Hamilton County Democratic Party Chair Rachel Campbell on Thursday in a phone interview disagreed with the action in the subcommittee her congressman chairs.

(READ MORE: Tennessee city adds statue for Black Civil War soldiers)

"I understand the point that they're making about places being affected," Campbell said. "But I will say that in the time where we're living in right now where we're trying to re-adjust socially ... how we treat people, and there's some people in our government and people in our country that are seeking to erase the proper and true reason why we fought the Civil War. And trying to erase even discussing racism and privilege in schools, I just think that's another one of these efforts.

"We can learn from history. We can learn about the Civil War and about what the Confederates did without honoring them for their service now by naming projects and bases after them."

The Gwinnett Daily Post reported that Clyde sent a video message to constituents.

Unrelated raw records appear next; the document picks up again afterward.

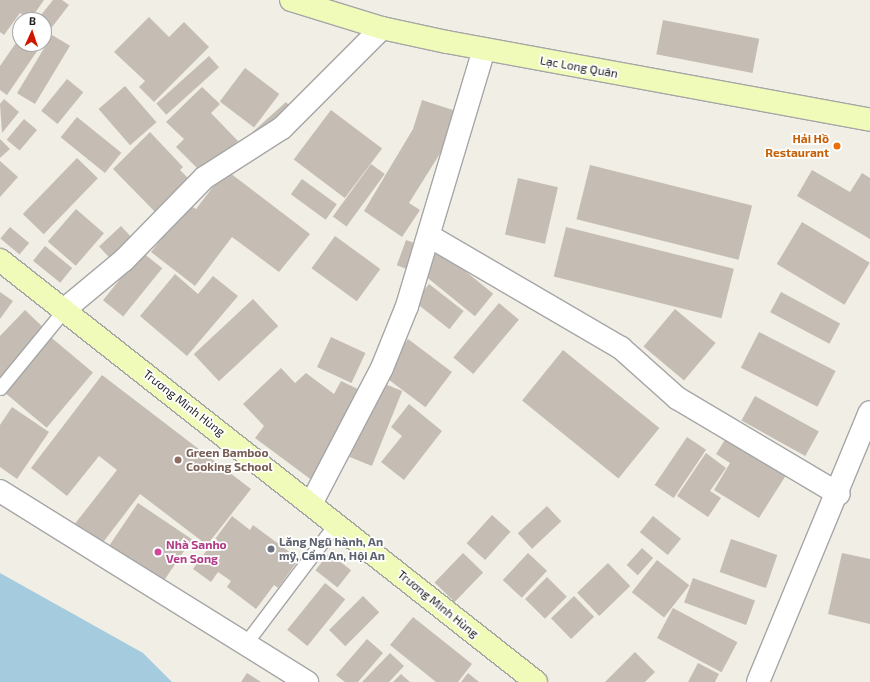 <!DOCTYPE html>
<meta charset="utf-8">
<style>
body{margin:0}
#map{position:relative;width:870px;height:682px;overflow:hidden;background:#f0eee5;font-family:"Exo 2",sans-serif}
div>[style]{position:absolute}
.water>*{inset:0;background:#a5cbdf}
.building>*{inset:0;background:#c5bdb4;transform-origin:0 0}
.roads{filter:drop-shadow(1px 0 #a6a6a6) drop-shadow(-1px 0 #a6a6a6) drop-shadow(0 1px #a6a6a6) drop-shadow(0 -1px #a6a6a6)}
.lane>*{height:13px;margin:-6.5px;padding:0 6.5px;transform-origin:6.5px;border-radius:6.5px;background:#fff}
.street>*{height:22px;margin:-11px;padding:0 11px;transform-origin:11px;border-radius:11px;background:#fff}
.secondary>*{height:22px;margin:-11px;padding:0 11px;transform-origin:11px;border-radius:11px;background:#f0fbb9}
.dots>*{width:11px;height:11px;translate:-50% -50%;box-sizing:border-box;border:2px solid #fff;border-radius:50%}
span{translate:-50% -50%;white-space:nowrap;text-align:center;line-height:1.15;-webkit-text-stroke:3.5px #fff;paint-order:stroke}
.street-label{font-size:12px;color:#1f1f1f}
.food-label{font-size:12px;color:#c56008;font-weight:700}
.right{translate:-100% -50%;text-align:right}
.education-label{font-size:12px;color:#785e54;font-weight:700}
.left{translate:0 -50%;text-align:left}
.worship-label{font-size:12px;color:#5b616d;font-weight:700}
.hotel-label{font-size:12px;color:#b23c85;font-weight:700}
.north{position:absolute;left:12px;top:12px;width:40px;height:40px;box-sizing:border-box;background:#fff;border:1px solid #a5a5a5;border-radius:50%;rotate:3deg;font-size:11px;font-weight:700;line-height:16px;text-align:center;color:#1f1f1f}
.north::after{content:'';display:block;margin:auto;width:14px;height:18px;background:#cf1700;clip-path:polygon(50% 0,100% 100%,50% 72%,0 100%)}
</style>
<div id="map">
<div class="water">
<i style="clip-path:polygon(0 573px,143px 653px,172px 682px,0 682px)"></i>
</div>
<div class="building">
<i style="clip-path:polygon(0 0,44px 0,30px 20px,20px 13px,4px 35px,0 32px)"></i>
<i style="clip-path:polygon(53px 0,62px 0,69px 5px,49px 31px,44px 28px,44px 20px,37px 20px)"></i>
<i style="clip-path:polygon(149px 17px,169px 37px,184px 22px,209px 47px,154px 102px,139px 87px,145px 81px,114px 52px)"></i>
<i style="left:663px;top:20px;width:98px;height:35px;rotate:11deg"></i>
<i style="clip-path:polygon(44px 30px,49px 33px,44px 40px)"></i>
<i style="left:52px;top:35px;width:21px;height:68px;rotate:31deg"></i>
<i style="clip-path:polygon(20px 37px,20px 44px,42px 44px,7px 95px,0 90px,0 66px)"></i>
<i style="left:209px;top:56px;width:15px;height:71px;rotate:48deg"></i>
<i style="left:245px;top:68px;width:43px;height:42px;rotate:37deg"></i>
<i style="left:67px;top:79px;width:21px;height:41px;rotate:39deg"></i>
<i style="left:125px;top:86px;width:48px;height:35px;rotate:49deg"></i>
<i style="clip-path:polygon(202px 87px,220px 104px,211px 113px,238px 141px,203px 174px,176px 147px,184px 139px,166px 122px)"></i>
<i style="clip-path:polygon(4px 99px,19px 112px,2px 133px,0 104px)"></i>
<i style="clip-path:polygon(422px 100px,456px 111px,446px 144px,409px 203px,420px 210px,402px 237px,364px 211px,413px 129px)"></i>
<i style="left:286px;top:102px;width:12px;height:45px;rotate:48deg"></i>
<i style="left:331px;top:110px;width:64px;height:62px;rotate:37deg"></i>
<i style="left:77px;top:117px;width:57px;height:26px;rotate:39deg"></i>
<i style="left:24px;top:119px;width:17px;height:27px;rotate:40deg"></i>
<i style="clip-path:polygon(150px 132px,183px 167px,180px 170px,194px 184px,160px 217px,113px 169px)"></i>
<i style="clip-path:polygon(0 139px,10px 149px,0 158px)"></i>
<i style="left:77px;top:158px;width:29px;height:78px;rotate:44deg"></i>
<i style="clip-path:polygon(0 161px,18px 177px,0 197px)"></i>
<i style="left:371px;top:164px;width:17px;height:65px;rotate:36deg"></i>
<i style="left:590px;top:165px;width:167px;height:56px;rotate:14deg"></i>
<i style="clip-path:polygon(226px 170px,310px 234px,279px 272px,232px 237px,195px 286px,151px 252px,188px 204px,196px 209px)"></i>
<i style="clip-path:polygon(812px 170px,850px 192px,862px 173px,870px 178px,870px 239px,797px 196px)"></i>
<i style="left:518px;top:178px;width:41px;height:58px;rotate:13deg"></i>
<i style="left:302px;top:179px;width:43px;height:19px;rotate:36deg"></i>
<i style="left:76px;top:209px;width:37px;height:43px;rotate:41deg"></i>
<i style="left:802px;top:222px;width:79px;height:49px;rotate:31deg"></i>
<i style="left:121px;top:226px;width:19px;height:30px;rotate:47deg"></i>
<i style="left:10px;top:227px;width:25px;height:15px;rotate:40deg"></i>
<i style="left:566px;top:227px;width:173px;height:51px;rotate:14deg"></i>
<i style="left:335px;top:236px;width:56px;height:40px;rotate:36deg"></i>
<i style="left:406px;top:240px;width:20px;height:27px;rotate:20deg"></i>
<i style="left:45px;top:246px;width:35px;height:19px;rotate:39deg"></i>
<i style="left:438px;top:249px;width:71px;height:29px;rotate:39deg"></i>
<i style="left:142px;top:252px;width:26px;height:62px;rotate:39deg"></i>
<i style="clip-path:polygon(175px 274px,198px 294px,213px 276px,238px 296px,187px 356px,140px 316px)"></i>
<i style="left:429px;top:284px;width:44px;height:23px;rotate:38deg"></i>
<i style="clip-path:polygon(0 292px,13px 301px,0 319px)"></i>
<i style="left:781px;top:292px;width:67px;height:23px;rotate:28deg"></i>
<i style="left:253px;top:299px;width:37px;height:81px;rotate:47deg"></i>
<i style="left:499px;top:303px;width:26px;height:71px;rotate:40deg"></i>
<i style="left:675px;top:309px;width:53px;height:49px;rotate:40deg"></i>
<i style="clip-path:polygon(25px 310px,47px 331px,0 380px,0 336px)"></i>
<i style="left:759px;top:332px;width:86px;height:40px;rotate:27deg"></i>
<i style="left:47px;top:334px;width:60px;height:72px;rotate:40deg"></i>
<i style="left:331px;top:337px;width:38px;height:33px;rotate:25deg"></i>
<i style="left:408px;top:339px;width:55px;height:44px;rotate:37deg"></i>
<i style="left:563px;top:350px;width:124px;height:65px;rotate:39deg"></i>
<i style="clip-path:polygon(281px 368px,295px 383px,306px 373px,334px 394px,341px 381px,362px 391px,317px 484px,255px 438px,264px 426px,243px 404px)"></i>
<i style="clip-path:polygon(102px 375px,251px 489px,207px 545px,140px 494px,101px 545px,74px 525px,117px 470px,99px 456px,67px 496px,31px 468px)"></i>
<i style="left:380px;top:382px;width:24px;height:81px;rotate:22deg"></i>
<i style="left:755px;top:396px;width:73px;height:28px;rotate:29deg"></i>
<i style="clip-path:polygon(409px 404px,442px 431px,404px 480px,381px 462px,402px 436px,391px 427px)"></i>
<i style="clip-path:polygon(12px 407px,49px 432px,17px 479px,0 467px,0 425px)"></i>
<i style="clip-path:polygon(728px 435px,788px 472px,759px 518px,714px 490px,730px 463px,716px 454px)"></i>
<i style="left:687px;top:437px;width:23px;height:58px;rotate:34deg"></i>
<i style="clip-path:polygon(706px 453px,726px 468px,710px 491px,721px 498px,708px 517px,677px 496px)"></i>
<i style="left:138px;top:503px;width:65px;height:60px;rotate:34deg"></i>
<i style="left:547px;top:506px;width:21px;height:40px;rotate:47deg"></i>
<i style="left:492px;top:515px;width:25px;height:38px;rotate:42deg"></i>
<i style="clip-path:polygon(232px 516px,250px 530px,253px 525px,299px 559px,278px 588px,274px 585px,256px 609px,227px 587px,231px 581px,218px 572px,211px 582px,193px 569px)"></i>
<i style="left:653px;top:516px;width:36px;height:21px;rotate:39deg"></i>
<i style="left:731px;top:539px;width:49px;height:35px;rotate:19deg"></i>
<i style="left:642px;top:548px;width:15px;height:23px;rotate:42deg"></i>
<i style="left:329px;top:553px;width:28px;height:22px;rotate:38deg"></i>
<i style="left:463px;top:553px;width:28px;height:41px;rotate:44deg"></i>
<i style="left:528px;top:553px;width:26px;height:37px;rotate:43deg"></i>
<i style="clip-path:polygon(842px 553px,870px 559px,870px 624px,828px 614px)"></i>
<i style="left:657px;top:560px;width:41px;height:41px;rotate:38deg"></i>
<i style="left:608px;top:563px;width:32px;height:43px;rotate:46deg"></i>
<i style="left:547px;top:577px;width:28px;height:31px;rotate:45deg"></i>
<i style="left:693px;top:578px;width:66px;height:26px;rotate:20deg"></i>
<i style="left:325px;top:583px;width:26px;height:60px;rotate:39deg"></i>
<i style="left:363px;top:596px;width:23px;height:48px;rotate:45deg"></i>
<i style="left:574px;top:596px;width:29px;height:32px;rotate:46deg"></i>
<i style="left:673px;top:608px;width:73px;height:34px;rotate:28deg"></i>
<i style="clip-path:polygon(413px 617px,472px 664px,458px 682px,436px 682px,390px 645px)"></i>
<i style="clip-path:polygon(367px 639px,383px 653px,358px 682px,345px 682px,336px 675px)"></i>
<i style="clip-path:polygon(635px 652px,655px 672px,645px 682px,605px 682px)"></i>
<i style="clip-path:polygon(390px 653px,404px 666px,389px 682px,362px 682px)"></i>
<i style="clip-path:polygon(698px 663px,719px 674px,715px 682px,688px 682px)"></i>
<i style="clip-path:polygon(247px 673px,261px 682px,241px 682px)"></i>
<i style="clip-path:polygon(468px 673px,479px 682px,461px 682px)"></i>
<i style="clip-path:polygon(401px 674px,410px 682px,393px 682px)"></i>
</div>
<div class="roads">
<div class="lane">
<i style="left:0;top:388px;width:102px;rotate:-50.6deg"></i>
<i style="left:245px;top:644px;width:153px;rotate:-53deg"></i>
</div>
<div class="street">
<i style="left:431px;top:237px;width:220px;rotate:30.3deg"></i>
<i style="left:621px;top:348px;width:75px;rotate:41.8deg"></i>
<i style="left:677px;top:398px;width:188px;rotate:30.7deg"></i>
<i style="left:65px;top:309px;width:77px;rotate:-39.7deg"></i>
<i style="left:124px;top:260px;width:115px;rotate:-45.7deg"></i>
<i style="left:204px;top:178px;width:93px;rotate:-32.7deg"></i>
<i style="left:282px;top:128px;width:141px;rotate:-45deg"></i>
<i style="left:0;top:491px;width:362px;rotate:31.9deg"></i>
<i style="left:312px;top:502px;width:151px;rotate:-62.4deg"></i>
<i style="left:382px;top:368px;width:67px;rotate:-68deg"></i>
<i style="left:407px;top:306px;width:268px;rotate:-73.3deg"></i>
<i style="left:758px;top:682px;width:292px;rotate:-67.5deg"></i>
</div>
<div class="secondary">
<i style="left:291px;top:0;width:95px;rotate:17.1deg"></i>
<i style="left:382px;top:28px;width:66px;rotate:12.2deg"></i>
<i style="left:447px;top:42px;width:430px;rotate:10.4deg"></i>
<i style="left:0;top:260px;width:682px;rotate:38.21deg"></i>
</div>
</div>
<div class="dots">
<i style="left:837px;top:146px;background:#e8710a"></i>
<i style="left:178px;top:460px;background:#8d6e63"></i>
<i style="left:271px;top:549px;background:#6b7280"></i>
<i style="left:158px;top:552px;background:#d1479c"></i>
</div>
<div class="street-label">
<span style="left:579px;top:67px;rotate:10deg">Lạc Long Quân</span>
<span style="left:184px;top:403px;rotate:38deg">Trương Minh Hùng</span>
<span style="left:438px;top:604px;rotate:39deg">Trương Minh Hùng</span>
</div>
<div class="food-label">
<span class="right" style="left:829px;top:146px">Hải Hồ<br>Restaurant</span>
</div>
<div class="education-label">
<span class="left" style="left:186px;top:460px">Green Bamboo<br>Cooking School</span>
</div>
<div class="worship-label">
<span class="left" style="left:279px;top:549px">Lăng Ngũ hành, An<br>mỹ, Cẩm An, Hội An</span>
</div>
<div class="hotel-label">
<span class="left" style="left:166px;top:552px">Nhà Sanho<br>Ven Song</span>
</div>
<div class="north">B</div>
</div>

"These re-namings would attempt to rewrite history and pose massive burdens and costs on our community and create unnecessary mass confusion," he said.

The U.S. Army after the George Floyd protests in 2020 went through a process to rename nine military posts whose names were tied to Confederate leaders. A Naming Commission estimated the effort would cost $21 million, but that has grown to $39 million, according to the Military Times.

As part of that effort, Fort Benning, Georgia, has been renamed Fort Moore, and Fort Bragg, North Carolina, has become Fort Liberty.

Contact Andy Sher at [email protected] or 615-285-9480.

Sidney Clopton Lanier: Born in Macon, Georgia, in 1842, and a graduate of Oglethorpe College, Lanier was a musician, poet and author who volunteered in 1861 as a private in the Confederate Army during the Civil War, according to a biography of him on the Johns Hopkins University's libraries website. Later detailed to a blockade runner, Lanier was captured by Union forces in 1864. He was imprisoned and contracted tuberculosis from which he died years later at age 39. Following the war, he became a flutist at Johns Hopkins University and also a lecturer on English verse, Shakespeare and the novel. According to Alabama Public Radio, the United Daughters of the Confederacy worked in the 1920s to enhance Lanier's posthumous reputation and "succeeded in making him a symbol of the Lost Cause." Lanier's poetical works include "The Marshes of Glynn" and "The Song of the Chattahoochee."

O hero-life that lit us like the sun!

O hero-words that glittered like the stars

And stood and shone above the gloomy wars

When the hero-life was done!

— From "The Dying Words of Stonewall Jackson" by Sidney Lanier

Algernon Sidney Buford: A Virginia businessman, state legislator and attorney, Buford enlisted in the Confederate States Army in 1861 after the state's passage of secession and was briefly assigned to the Army of Northern Virginia, according to the Old West End National Historic District website. Pittsylvania County voters that fall elected him to the state House of Delegates where he served until the end of the war. While Buford was a member of the House, Gov. John Letcher commissioned him as a lieutenant colonel for support for soldiers in the field. Following the war, Buford became president of the Richmond and Danville Railroad for 22 years, expanding the line to some 3,300 miles of track in Virginia, Georgia, Tennessee, North Carolina, South Carolina, Alabama, Mississippi, Arkansas and Texas. It formed the basis for the Southern Railway System created in 1894. The City of Buford notes on its website that the town was named after Buford, who was also president of the Atlanta and Richmond Air-Line Railroad, and that Buford Dam was named after the town.